In recent years, leadership has shifted from a “command-and-control” approach to an engagement approach.
The idea that a leader’s job is to bark orders at people and let them do the work is outdated and would have most direct reports heading for the door. However, hands-off, "groupthink"-oriented "laissez-faire leadership,” which offers little-to-no direction or communication from the leader is equally unproductive.
The idea of engagement has gained recent popularity as a means to lead a team effectively. Engaging leaders reach out to their direct reports in an attempt to understand their perspectives and working conditions. In addition, engaging leaders help their direct reports find meaning in their work and listen carefully to their aspirations, needs, and concerns. Listening is clearly a key skill for an engaging leader. Some define engagement as the right people doing the right things at the right time and enjoying the challenge of it.

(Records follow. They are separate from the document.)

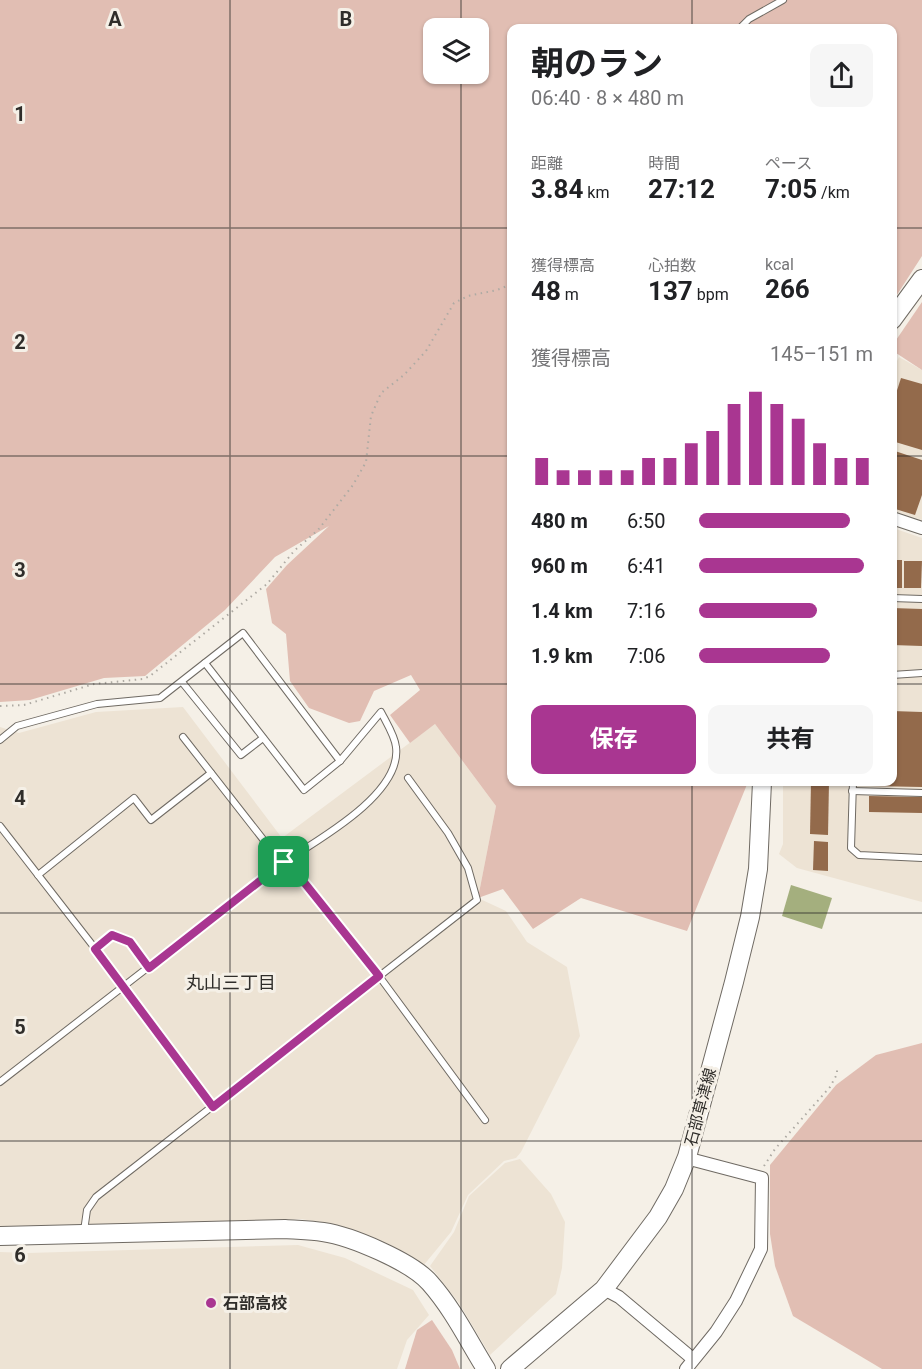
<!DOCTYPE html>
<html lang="ja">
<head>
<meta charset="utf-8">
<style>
  :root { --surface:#fff; --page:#f6f6f6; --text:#202124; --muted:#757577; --accent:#a93691 }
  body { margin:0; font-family:Roboto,"Noto Sans JP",sans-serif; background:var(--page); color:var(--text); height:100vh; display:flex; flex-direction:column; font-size:22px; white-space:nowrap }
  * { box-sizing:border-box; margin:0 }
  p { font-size:20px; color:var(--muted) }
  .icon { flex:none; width:33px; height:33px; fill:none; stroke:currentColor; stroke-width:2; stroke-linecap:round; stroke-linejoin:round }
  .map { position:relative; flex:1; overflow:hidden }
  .sheet { position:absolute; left:507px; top:24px; width:390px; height:762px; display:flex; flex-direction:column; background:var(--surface); border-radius:12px; box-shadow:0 2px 4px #0004 }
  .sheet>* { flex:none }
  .fabs { position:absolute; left:423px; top:18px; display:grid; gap:12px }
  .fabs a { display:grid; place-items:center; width:66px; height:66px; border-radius:12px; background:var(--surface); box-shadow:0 2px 4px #0004; font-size:30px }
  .pin { position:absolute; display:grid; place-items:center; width:51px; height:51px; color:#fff; margin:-26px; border-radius:12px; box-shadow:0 3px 9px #0006 }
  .round { display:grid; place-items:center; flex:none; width:63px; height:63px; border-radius:12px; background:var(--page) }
  .overview { display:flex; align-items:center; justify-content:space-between; height:102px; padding:0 24px }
  h1 { font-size:33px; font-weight:700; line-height:45px }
  .stats { display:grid; grid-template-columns:repeat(3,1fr); gap:9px; height:102px; padding:6px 24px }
  .stats div { display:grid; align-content:center }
  .stats b { font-size:26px; font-weight:700 }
  .stats small { font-size:16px; font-weight:400 }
  .stats p { font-size:16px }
  .chart { height:168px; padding:12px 24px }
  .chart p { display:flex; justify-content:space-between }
  .chart svg { width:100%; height:108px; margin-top:6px; stroke:var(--accent); stroke-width:6 }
  .cta { display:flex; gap:12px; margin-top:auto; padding:12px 24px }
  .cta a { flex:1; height:69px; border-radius:12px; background:var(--accent); color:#fff; font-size:24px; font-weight:700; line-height:69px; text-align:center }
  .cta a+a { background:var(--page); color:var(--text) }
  ul { padding:0 24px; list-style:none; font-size:20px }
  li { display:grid; grid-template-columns:96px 72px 1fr; align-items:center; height:45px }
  li i { height:15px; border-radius:8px; background:var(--accent) }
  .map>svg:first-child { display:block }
  .built { fill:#ede3d4 }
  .green { fill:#e1beb3; fill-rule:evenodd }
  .water { fill:#a4af7e }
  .building { fill:#936a4b }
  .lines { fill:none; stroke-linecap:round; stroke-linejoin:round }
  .lane-casing { stroke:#6f6a63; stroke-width:8 }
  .street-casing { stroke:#6f6a63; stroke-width:14 }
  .secondary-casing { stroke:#6f6a63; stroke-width:20 }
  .path { stroke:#aeaaa3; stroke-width:2; stroke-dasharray:1.5 4.5; stroke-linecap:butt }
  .lane { stroke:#fff; stroke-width:6 }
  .street { stroke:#fff; stroke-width:12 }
  .secondary { stroke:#fff; stroke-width:18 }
  .route-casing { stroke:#fff; stroke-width:12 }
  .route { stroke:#a93691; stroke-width:8 }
  .grid { fill:none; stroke:#2f2d2a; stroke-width:1.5; stroke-opacity:0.55 }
  .poi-dot { fill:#a93691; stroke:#f5f0e7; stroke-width:2 }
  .labels { text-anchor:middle; stroke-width:6; stroke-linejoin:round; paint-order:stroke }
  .street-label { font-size:16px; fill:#2f2d2a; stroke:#f5f0e7 }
  .poi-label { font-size:16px; font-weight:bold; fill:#2f2d2a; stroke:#f5f0e7; text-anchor:start }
  .neighbourhood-label { font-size:18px; fill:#2f2d2a; stroke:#f5f0e7 }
  .grid-label { font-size:20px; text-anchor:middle; font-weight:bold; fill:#2f2d2a; stroke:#f5f0e7; stroke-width:6; stroke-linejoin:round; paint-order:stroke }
</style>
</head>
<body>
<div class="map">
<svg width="922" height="1369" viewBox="0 0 922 1369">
  <rect width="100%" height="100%" fill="#f5f0e7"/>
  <g class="built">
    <polygon points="899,357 922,370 922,520 893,511 892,371"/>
    <polygon points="893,528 922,538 922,902 797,868 779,854 783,844 783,782 892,782"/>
    <polygon points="183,707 282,838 435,724 496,806 478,898 506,911 527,942 567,967 580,1036 521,1152 516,1158 504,1161 468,1195 451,1232 423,1266 342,1226 301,1219 0,1230 0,727 19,733 96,712"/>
    <polygon points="520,1159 551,1194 565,1222 562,1268 556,1294 490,1355 459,1303 430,1266 454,1232 469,1196 505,1163"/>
    <polygon points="298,1245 345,1258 413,1290 429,1315 407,1340 397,1369 0,1369 0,1252 28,1253"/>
  </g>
  <g class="green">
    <path d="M0,0H922V256L893,301L892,28H512V782H748L687,931L581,898L533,929L503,889L478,898L496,806L435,724L410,743L390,715L420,690L411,675L374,691L360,721L349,723L309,708L290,681L286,634L272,623L266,589L287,565L329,526L275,557L225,610L145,676L104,678L30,700L0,702ZM434,28H478V74H434Z"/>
    <polygon points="922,302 922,370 893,351 892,346"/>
    <polygon points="922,1043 922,1369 882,1369 793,1316 775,1266 770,1234 770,1165 836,1085 876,1055"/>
    <polygon points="432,1320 452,1350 460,1369 405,1369 417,1330"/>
  </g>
  <polygon class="water" points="791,885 832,898 822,929 782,916"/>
  <g class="building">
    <polygon points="901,378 922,384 922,450 892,441 892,406"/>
    <polygon points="892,450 922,460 922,495 915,515 892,508"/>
    <rect x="892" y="560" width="10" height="28"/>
    <polygon points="904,561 922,561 921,588 904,588"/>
    <polygon points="892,608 922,609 922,646 892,645"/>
    <polygon points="892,711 922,712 922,787 870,786 870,782 892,782"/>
    <polygon points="811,782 829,782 828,835 810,834"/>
    <polygon points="869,796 922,797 922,813 869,812"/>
    <polygon points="814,841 828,842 828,871 813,870"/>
  </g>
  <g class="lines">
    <g class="lane-casing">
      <g id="lane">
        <polyline points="740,28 749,19 783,0"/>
        <polyline points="892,598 922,599"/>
        <polyline points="892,675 922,673"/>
        <polyline points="182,682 241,755 263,738"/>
        <polyline points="183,737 273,852 303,881 379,976 485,1120"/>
        <polyline points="0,740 17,726 97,704 160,698 243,633 340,761"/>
        <polyline points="853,782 851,848 859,855 922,858"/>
        <polyline points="852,791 922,793"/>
        <polyline points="0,826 125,987 213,1107"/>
        <polyline points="38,875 134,798 151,820 211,773"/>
        <polyline points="95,949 112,935 130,942 149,967"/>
        <path d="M0,1082L284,862C318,840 402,794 396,747C395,736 386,722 381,712L340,761L304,790L205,663"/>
        <polyline points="84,1231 87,1210 96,1197 477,900 468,868 448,833 408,778"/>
      </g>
    </g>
    <g class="street-casing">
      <g id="street">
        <polyline points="892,518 922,528"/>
        <polyline points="604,1289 619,1297 693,1359"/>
        <polyline points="686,1369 716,1332 736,1301 761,1249 762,1178 686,1158"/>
      </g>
    </g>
    <g class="secondary-casing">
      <g id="secondary">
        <polyline points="892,320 922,279"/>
        <path d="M0,1236L285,1229C298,1230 310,1230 323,1232C351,1236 412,1262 430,1283C453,1309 468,1340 486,1369"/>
        <polyline points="510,1369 604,1289 658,1217 674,1189 687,1157 734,982 750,917 758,869 762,782"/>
      </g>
    </g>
    <g class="path">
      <polyline points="0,706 24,705 94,684 143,679 150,676 267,584 294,551 318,530 353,485 366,462 371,416 381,393 404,375 426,351 454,303 468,296 497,290 512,284"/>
      <polyline points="764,1166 775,1149 830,1087 837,1074 837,1066"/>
    </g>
    <use href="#lane" class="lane"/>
    <use href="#street" class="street"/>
    <use href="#secondary" class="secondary"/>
  </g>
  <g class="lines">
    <g class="route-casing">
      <polygon id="route" points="284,862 303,881 379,976 213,1107 95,949 112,935 130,942 149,968"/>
    </g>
    <use href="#route" class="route"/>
  </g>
  <path class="grid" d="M230,0V1369M461,0V28M692,0V28M461,74V1369M0,228H512M892,228H922M0,456H512M892,456H922M0,684H512M892,684H922M692,782V1369M0,913H922M0,1141H922"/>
  <circle class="poi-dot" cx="211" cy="1303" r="6"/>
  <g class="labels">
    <g class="street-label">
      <text transform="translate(700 1107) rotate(-75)" y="6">石部草津線</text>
    </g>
    <g class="poi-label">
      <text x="223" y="1309">石部高校</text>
    </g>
    <g class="neighbourhood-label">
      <text x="231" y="989">丸山三丁目</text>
    </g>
  </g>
  <g class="grid-label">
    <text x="115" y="26">A</text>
    <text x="346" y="26">B</text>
    <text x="20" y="121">1</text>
    <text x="20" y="349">2</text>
    <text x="20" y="577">3</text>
    <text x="20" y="805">4</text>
    <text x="20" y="1034">5</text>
    <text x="20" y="1262">6</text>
  </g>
</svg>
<div class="fabs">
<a><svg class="icon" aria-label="layers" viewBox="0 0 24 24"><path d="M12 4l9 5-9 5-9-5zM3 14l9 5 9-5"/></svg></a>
</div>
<div class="pin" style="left:284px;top:862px;background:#1e9e55"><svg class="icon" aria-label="arrive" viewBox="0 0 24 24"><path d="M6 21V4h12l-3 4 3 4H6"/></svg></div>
<section class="sheet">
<div class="overview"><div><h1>朝のラン</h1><p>06:40 · 8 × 480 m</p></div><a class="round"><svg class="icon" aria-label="share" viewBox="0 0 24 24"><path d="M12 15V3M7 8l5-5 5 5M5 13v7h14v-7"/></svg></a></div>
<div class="stats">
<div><p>距離</p><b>3.84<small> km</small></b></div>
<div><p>時間</p><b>27:12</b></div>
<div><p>ペース</p><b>7:05<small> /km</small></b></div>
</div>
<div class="stats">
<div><p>獲得標高</p><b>48<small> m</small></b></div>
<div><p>心拍数</p><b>137<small> bpm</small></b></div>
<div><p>kcal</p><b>266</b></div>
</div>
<div class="chart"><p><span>獲得標高</span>145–151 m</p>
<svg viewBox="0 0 160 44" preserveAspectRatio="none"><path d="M5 44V33M15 44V38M25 44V38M35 44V38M45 44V38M55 44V33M65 44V33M75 44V27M85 44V22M95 44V11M105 44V6M115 44V11M125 44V17M135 44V27M145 44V33M155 44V33"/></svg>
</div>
<ul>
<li><b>480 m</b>6:50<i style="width:87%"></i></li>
<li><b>960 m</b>6:41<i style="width:95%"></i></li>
<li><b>1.4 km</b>7:16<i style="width:68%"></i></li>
<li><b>1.9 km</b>7:06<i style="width:75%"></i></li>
</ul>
<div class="cta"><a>保存</a><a>共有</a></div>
</section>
</div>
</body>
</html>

We might describe engaging leaders as "stewards" of their people. Stewardship describes the responsible oversight and protection of something worth caring for and preserving. Steward leaders view their people as precious entities that they need to nurture, challenge, and develop to their full potential. To this end, steward leaders create an engaging, positive, results-oriented environment where they challenge their direct reports to achieve their potential through effective communication, ongoing development, and genuine concern for their success. Steward leaders focus on driving results through engagement and mutual accountability.
One clear sign of steward leaders: people genuinely enjoy working for them — because they know the leader cares about them, helps them overcome obstacles, and focuses on achieving results.